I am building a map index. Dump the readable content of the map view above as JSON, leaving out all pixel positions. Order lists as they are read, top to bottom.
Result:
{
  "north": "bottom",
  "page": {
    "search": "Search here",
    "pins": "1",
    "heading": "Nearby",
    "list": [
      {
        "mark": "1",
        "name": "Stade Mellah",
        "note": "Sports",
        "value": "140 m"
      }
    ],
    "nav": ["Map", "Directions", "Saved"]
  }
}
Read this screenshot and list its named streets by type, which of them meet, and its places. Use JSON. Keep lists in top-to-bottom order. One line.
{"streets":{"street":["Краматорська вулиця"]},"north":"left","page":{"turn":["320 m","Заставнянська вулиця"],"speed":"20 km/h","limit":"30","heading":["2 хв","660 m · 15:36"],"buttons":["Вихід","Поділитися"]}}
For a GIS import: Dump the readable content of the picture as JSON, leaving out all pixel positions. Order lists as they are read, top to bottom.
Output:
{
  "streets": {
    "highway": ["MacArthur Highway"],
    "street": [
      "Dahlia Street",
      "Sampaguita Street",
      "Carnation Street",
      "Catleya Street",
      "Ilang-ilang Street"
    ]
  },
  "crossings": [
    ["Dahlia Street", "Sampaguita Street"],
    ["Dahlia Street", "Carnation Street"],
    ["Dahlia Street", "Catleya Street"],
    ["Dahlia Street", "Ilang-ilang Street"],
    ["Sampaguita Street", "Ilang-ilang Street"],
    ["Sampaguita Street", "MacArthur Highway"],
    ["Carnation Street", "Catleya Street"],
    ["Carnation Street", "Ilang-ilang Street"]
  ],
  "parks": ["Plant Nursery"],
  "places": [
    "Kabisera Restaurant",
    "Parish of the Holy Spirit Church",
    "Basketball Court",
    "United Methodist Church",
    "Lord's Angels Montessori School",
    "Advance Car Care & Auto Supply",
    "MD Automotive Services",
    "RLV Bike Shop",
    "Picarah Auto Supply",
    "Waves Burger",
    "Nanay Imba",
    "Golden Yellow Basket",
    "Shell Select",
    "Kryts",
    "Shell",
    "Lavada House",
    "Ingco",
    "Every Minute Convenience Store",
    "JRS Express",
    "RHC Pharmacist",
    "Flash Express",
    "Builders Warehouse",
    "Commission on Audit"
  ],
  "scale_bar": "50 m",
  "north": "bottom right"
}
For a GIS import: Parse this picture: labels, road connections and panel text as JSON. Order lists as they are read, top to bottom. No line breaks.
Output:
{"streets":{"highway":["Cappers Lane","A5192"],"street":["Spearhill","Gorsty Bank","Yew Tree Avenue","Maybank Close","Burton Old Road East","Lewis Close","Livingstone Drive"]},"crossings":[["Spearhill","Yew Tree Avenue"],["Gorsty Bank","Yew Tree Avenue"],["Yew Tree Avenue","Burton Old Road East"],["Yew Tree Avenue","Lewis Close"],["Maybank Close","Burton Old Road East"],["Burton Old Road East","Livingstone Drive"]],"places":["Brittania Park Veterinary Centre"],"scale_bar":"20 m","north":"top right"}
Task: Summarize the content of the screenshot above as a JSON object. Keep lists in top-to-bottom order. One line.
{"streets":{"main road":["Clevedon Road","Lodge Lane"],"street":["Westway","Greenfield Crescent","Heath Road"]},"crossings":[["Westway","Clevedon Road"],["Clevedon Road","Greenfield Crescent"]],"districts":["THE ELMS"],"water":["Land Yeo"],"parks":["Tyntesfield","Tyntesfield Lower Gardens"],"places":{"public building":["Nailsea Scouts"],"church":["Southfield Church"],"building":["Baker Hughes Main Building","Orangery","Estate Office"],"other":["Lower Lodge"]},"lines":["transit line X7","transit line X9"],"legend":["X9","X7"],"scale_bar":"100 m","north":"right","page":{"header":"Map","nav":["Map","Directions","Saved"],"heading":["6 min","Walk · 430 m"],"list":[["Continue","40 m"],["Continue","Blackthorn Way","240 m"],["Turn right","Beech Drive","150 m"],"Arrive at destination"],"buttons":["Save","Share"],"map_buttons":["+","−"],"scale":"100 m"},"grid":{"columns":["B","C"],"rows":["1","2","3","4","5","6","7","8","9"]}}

» **WHAT TO WORK ON**:
Going from the line that contains "Task: Summarize the" to the last line of the records, reproduce every line as written.

» **EXERCISE OUTPUT**:
Task: Summarize the content of the screenshot above as a JSON object. Keep lists in top-to-bottom order. One line.
{"streets":{"main road":["Clevedon Road","Lodge Lane"],"street":["Westway","Greenfield Crescent","Heath Road"]},"crossings":[["Westway","Clevedon Road"],["Clevedon Road","Greenfield Crescent"]],"districts":["THE ELMS"],"water":["Land Yeo"],"parks":["Tyntesfield","Tyntesfield Lower Gardens"],"places":{"public building":["Nailsea Scouts"],"church":["Southfield Church"],"building":["Baker Hughes Main Building","Orangery","Estate Office"],"other":["Lower Lodge"]},"lines":["transit line X7","transit line X9"],"legend":["X9","X7"],"scale_bar":"100 m","north":"right","page":{"header":"Map","nav":["Map","Directions","Saved"],"heading":["6 min","Walk · 430 m"],"list":[["Continue","40 m"],["Continue","Blackthorn Way","240 m"],["Turn right","Beech Drive","150 m"],"Arrive at destination"],"buttons":["Save","Share"],"map_buttons":["+","−"],"scale":"100 m"},"grid":{"columns":["B","C"],"rows":["1","2","3","4","5","6","7","8","9"]}}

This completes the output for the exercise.